John Heasley

John Heasley
TBA General Counsel

Federal laws are needed for privacy and cybersecurity

Two years ago, the credit scoring firm Equifax suffered a breach that compromised the personal information of 148 million people. It recently settled lawsuits and claims for a cost of $700 million.

In July, Capitol One, a $372 billion U.S. credit card bank and conventional lender, realized that over a period of four months a hacker had stolen the information of 106 million credit card customers and applicants. Capitol One’s server was breached through a server hosted on an Amazon Cloud-computing platform.

Capitol One has stated that it will cost $150 million this year to deal with the breach. This amounts to less than $1.50 per victim; estimates of the worldwide settlement costs to Equifax are only $150 per victim. An economist editorial suggest that the price should be $1,000 per victim in order to incentivize investment in data security.

Despite the negligence of a few financial services providers, the banking industry is the gold standard when it comes to customer privacy and data protection. This is due to the Gramm-Leach-Bliley Act and the Fair Credit Reporting Act at the federal level and supervisors like the Texas Department of Banking in our state.

Potential problems are starting to occur when states are beginning to pass their own laws and other industries, like retailers, fail to modernize like the banks have done. If Congress is to act on a data privacy/security initiative it needs to preempt the patchwork of state laws to ensure nationwide consistency.

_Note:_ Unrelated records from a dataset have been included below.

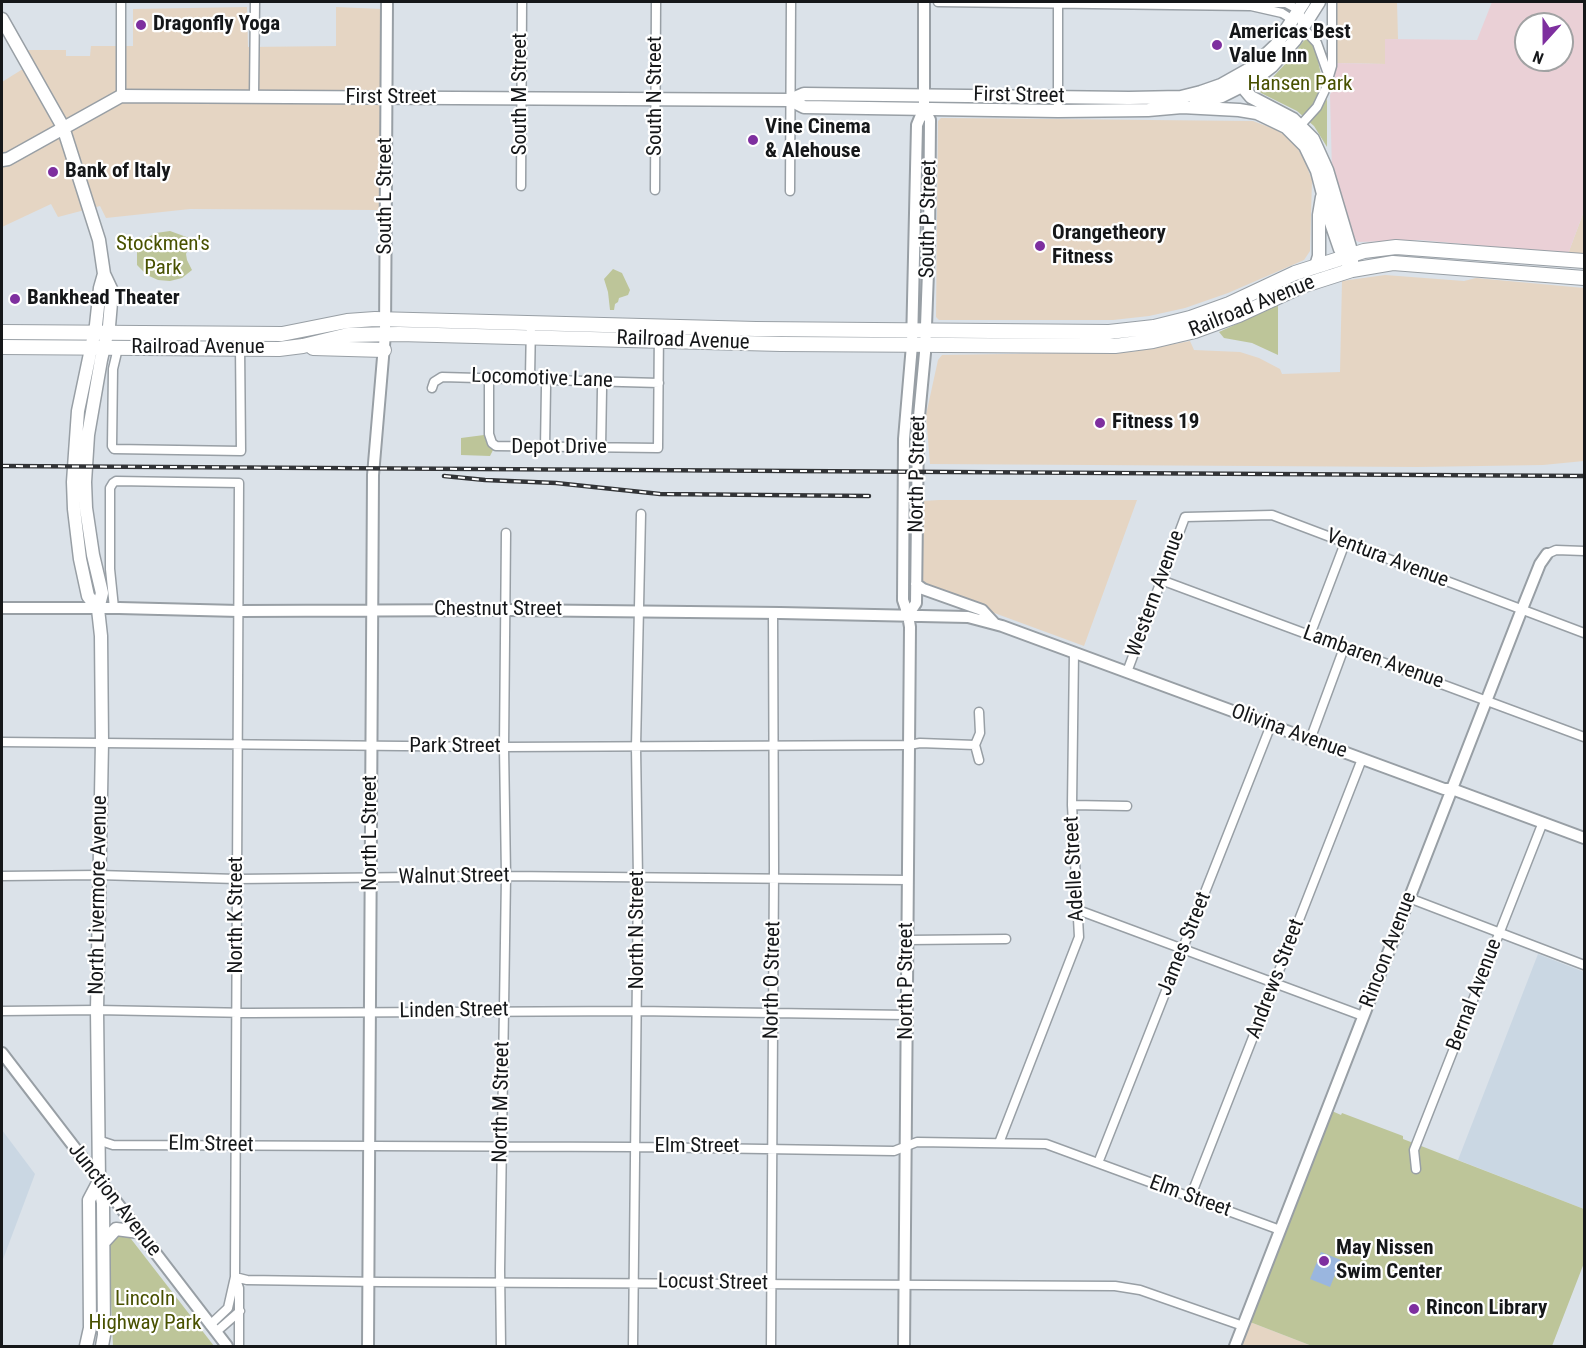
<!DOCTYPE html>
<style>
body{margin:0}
#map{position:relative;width:1586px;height:1348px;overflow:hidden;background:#dbe2e9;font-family:"Roboto Condensed",sans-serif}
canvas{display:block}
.frame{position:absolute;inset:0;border:3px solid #151719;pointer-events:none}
.north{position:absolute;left:1514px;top:12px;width:60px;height:60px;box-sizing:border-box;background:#fff;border:2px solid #a1a2a3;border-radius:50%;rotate:201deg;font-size:16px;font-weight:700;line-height:24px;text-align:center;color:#151719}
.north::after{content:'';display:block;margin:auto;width:21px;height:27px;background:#7e2f9f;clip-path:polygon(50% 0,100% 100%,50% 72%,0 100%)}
</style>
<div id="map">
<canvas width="1586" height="1348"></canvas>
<div class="frame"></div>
<div class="north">N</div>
</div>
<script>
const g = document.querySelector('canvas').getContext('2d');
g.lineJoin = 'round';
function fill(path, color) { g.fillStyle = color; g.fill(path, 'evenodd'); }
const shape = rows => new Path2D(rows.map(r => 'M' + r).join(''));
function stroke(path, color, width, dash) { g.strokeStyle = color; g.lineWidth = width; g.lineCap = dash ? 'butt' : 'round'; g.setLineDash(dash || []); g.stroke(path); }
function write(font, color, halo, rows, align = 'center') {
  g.font = font + ' "Roboto Condensed",sans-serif'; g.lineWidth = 4.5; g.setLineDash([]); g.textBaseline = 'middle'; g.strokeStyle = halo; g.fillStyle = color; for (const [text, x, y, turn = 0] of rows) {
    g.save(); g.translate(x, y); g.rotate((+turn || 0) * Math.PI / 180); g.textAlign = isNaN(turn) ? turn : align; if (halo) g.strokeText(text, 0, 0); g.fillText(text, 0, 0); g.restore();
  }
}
fill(shape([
 [1336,2,1397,2,1398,39,1386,39,1386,64,1335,63],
 [247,7,248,47,336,46,336,7,382,9,379,210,190,209,106,218,100,206,58,217,51,204,2,227,2,82,34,62,28,50,66,50,66,56,90,56,91,46,133,46,133,9],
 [941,118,1253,121,1277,130,1295,143,1306,164,1312,180,1310,251,1304,260,1228,293,1185,308,1149,316,1113,320,939,320,936,317,938,121],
 [1584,211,1584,256,1568,254],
 [1385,275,1464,281,1476,278,1584,288,1584,461,1543,465,1418,467,930,464,926,415,938,360,942,355,1131,352,1190,341,1194,350,1240,352,1259,358,1280,369,1282,374,1340,372,1342,281],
 [939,500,1137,500,1084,646,929,589,922,584,922,501],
 [1250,1322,1312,1346,1240,1346]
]), '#e5d5c3');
fill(shape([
 [1538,954,1584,972,1584,1209,1458,1160],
 [2,1130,35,1174,2,1262]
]), '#cad7e3');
fill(shape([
 [1492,2,1584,2,1584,211,1568,254,1420,240,1359,242,1353,239,1332,171,1330,95,1335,82,1335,63,1385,64,1385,39,1477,40],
 [1526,24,1562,24,1562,60,1526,60]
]), '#ead0d6');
fill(shape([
 [1306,38,1309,39,1315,48,1327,101,1327,147,1314,126,1297,111,1261,93,1258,89,1272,78,1288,61],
 [170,231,192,239,186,254,187,260,192,270,182,278,170,281,158,280,147,275,137,265,137,249,146,238,156,233],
 [613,269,622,273,630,290,628,295,619,298,618,302,615,304,614,310,610,310,608,292,604,279],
 [1278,305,1278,355,1252,343,1224,338,1219,332],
 [484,435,487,444,493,450,490,456,461,455,461,438],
 [1332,1111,1341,1115,1342,1113,1403,1136,1403,1139,1584,1209,1584,1263,1552,1346,1312,1346,1250,1322],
 [121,1226,214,1346,113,1346,108,1233]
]), '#bdc599');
fill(shape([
 [1321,1252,1341,1260,1330,1287,1310,1279]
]), '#9ab6df');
const minor = shape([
 [938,2,1250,6,1261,3,1286,3,1299,10,1303,28,1317,43,1328,74],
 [1251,6,1282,13,1293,20],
 [121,96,121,2],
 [254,96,255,2],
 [1058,111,1058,2],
 [1298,128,1317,107,1325,90,1332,66,1332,2],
 [521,186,522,2],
 [655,190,656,2],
 [790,191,791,2],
 [118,348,113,369,112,446,114,449,241,451,240,346],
 [489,378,489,434,492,443,496,446,658,448,659,326],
 [530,378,531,322],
 [432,388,434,382,442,377,659,383],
 [545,448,546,387],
 [601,448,602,389],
 [1547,554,1556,550,1584,551],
 [1161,580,1584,737],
 [114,608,110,569,110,488,113,483,116,481,239,483,235,1277,239,1288,239,1346],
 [1310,635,1345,543],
 [1127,672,1185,517,1272,515,1584,633],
 [1310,740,1344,648],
 [2,742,504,747,909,745,920,743,975,745],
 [979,760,975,745,980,733,979,712],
 [1072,805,1127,806],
 [2,876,98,875,237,879,506,876,907,880],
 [1409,898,1584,965],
 [1078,910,1363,1016],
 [908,940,1006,939],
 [2,1011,97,1010,250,1013,637,1011,907,1015],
 [98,1140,113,1145,635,1147,894,1151,917,1142,1046,1144,1280,1230],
 [999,1143,1079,937,1072,805,1074,652],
 [1098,1163,1271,725],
 [1416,1169,1414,1150,1543,822],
 [1190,1198,1362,759],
 [235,1277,247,1280,381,1282,1115,1286,1140,1290,1243,1326],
 [210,1325,228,1308,235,1277],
 [216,1332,240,1311],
 [501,1346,500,1270,506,876,504,747,506,533],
 [633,1346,638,879,636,747,641,514],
 [771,1346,774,868,773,613]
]);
const tertiary = shape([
 [916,584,923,589,982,610,994,623],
 [2,608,119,608,239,611,506,610,780,613,968,617,1002,626,1444,789,1452,789,1584,838],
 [908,615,916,603,918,427,925,353,929,245,930,120,924,108],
 [2,1053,227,1346],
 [368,1346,373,475,385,334,387,2],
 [904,1346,910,627,908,615,903,600,904,439,912,345,917,125,924,108,924,2],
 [1235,1346,1522,609,1540,564,1547,554]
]);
const secondary = shape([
 [2,19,63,127,99,240,104,274,112,291,109,326,101,360,88,435,85,482,86,508,93,555,102,593,98,609,101,636,102,742,97,1010,99,1181,103,1203,104,1335,102,1346],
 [1235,78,1251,97,1293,119,1313,139,1327,170,1352,254,1352,264],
 [790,100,804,107,1058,111,1148,110,1182,107,1239,110,1257,113,1286,127,1305,146,1317,171,1329,217,1340,249,1348,264],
 [1195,104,1222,96,1254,80,1272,66,1295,40,1319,2],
 [2,160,8,159,121,96,790,100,804,94,1129,98,1181,97,1201,92,1221,85,1253,67,1276,45,1304,2],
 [1316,266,1319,256,1319,215,1322,197],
 [98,609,88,596,80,559,74,509,73,482,78,411,96,325,100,288,104,274],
 [104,1242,116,1229,139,1232],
 [86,1346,90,1328,89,1200,99,1181]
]);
const primary = shape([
 [2,332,282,334,347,321,375,319,756,329,1109,332,1154,327,1190,318,1229,304,1295,273,1364,251,1396,247,1584,261],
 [2,347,279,349,303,346,348,335,399,334,781,344,1115,346,1153,341,1195,331,1239,315,1302,286,1352,270,1393,263,1584,278],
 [313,348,384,350]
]);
stroke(minor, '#989fa5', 11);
stroke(tertiary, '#989fa5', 14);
stroke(secondary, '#989fa5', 15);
stroke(primary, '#989fa5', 16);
stroke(minor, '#fff', 8);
stroke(tertiary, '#fff', 10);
stroke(secondary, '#fff', 12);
stroke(primary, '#fff', 14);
const rail = shape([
 [2,466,1584,476],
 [444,476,485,480,556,483,660,494,869,496]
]);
stroke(rail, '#323437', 4.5);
stroke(rail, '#fff', 2, [7]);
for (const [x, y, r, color] of [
 [141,25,6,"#7e2f9f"],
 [1217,45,6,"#7e2f9f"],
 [753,140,6,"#7e2f9f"],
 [53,172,6,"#7e2f9f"],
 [1040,246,6,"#7e2f9f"],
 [15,299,6,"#7e2f9f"],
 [1100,423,6,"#7e2f9f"],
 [1324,1261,6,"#7e2f9f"],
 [1414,1309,6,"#7e2f9f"]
]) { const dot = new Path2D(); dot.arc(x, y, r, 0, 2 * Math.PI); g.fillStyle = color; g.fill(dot); stroke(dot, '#fff', 2); }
write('bold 21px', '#151719', '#fff', [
 ["Dragonfly Yoga",153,25],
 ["Americas Best",1229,33],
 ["Value Inn",1229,57],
 ["Vine Cinema",765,128],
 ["& Alehouse",765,152],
 ["Bank of Italy",65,172],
 ["Orangetheory",1052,234],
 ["Fitness",1052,258],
 ["Bankhead Theater",27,299],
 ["Fitness 19",1112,423],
 ["May Nissen",1336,1249],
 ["Swim Center",1336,1273],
 ["Rincon Library",1426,1309]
], 'left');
write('21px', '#485100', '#fff', [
 ["Hansen Park",1300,85],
 ["Stockmen's",163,245],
 ["Park",163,269],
 ["Lincoln",145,1300],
 ["Highway Park",145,1324]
]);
write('21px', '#151719', '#fff', [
 ["South M Street",521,94,-90],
 ["South N Street",656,96,-90],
 ["First Street",1019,96,1],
 ["First Street",391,98],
 ["South L Street",386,196,-90],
 ["South P Street",929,219,-89],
 ["Railroad Avenue",1252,307,-22],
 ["Railroad Avenue",683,341,2],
 ["Railroad Avenue",198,348],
 ["Locomotive Lane",542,379,2],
 ["Depot Drive",559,448],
 ["North P Street",918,474,-89],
 ["Ventura Avenue",1387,559,21],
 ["Western Avenue",1156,594,-70],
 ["Chestnut Street",498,610],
 ["Lambaren Avenue",1373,658,20],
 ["Olivina Avenue",1289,732,20],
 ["Park Street",455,747],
 ["North L Street",371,833,-90],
 ["Adelle Street",1075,869,-93],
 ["Walnut Street",454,877,-1],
 ["North Livermore Avenue",99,895,-89],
 ["North K Street",237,915,-90],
 ["North N Street",638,930,-90],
 ["James Street",1185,944,-68],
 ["Rincon Avenue",1389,950,-69],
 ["Andrews Street",1276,979,-69],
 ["North O Street",773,980,-89],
 ["North P Street",907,981,-90],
 ["Bernal Avenue",1475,995,-69],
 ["Linden Street",454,1011,-1],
 ["North M Street",502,1102,-89],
 ["Elm Street",211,1145,1],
 ["Elm Street",697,1147],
 ["Elm Street",1190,1197,20],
 ["Junction Avenue",114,1200,52],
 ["Locust Street",713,1283,1]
]);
</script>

A Texas bank shouldn’t have to worry about a different set of laws for a California customer. Privacy standards must also apply to third-party service providers. Further, all industries handling sensitive customer data must be held to the higher data protection standards adhered to by the banking industry.

Will Congress do the right thing in this area? In the short term it is highly unlikely. Republican Sen. Mike Crapo of Idaho chairs the Senate Banking Committee. He is working with ranking Democrat Sherrod Brown of Ohio on privacy issues, but they seem more focused on big tech and other data aggregators than they are on the interests of banks.

At a minimum, there appears to be a bipartisan consensus that individuals should be given more control over their data. Even if the Senate were to come up with a data privacy bill, it is unlikely that their Democratic counterparts in the House would agree with it.

The Democrats controlling the House are preoccupied with pursuing impeachment proceedings and getting as much information as they can on the president prior to the 2020 election.

Chairwoman Waters has subpoenaed Trump business records from Deutsche Bank on suspicions of Russian collusion. Deutsche recently announced that they have some Trump tax records, thereby exhilarating Democrats that have been thwarted in two other House committees. The availability of the tax returns will still need to be litigated and House Judiciary is getting closer to formal impeachment hearings.

In August, Waters announced she will hold hearings on data privacy. No mention was made of possible legislation. Worth noting is that with Californians as speaker and chair of the House Financial Services Committee, it is highly unlikely that they would consider a vote on preempting California’s troublesome privacy law. House Democrats are also more inclined to include private rights of action (class actions) if they produce a bill.

As with so many other issues, the future of privacy and data security for our industry depends on what happens in the 2020 elections.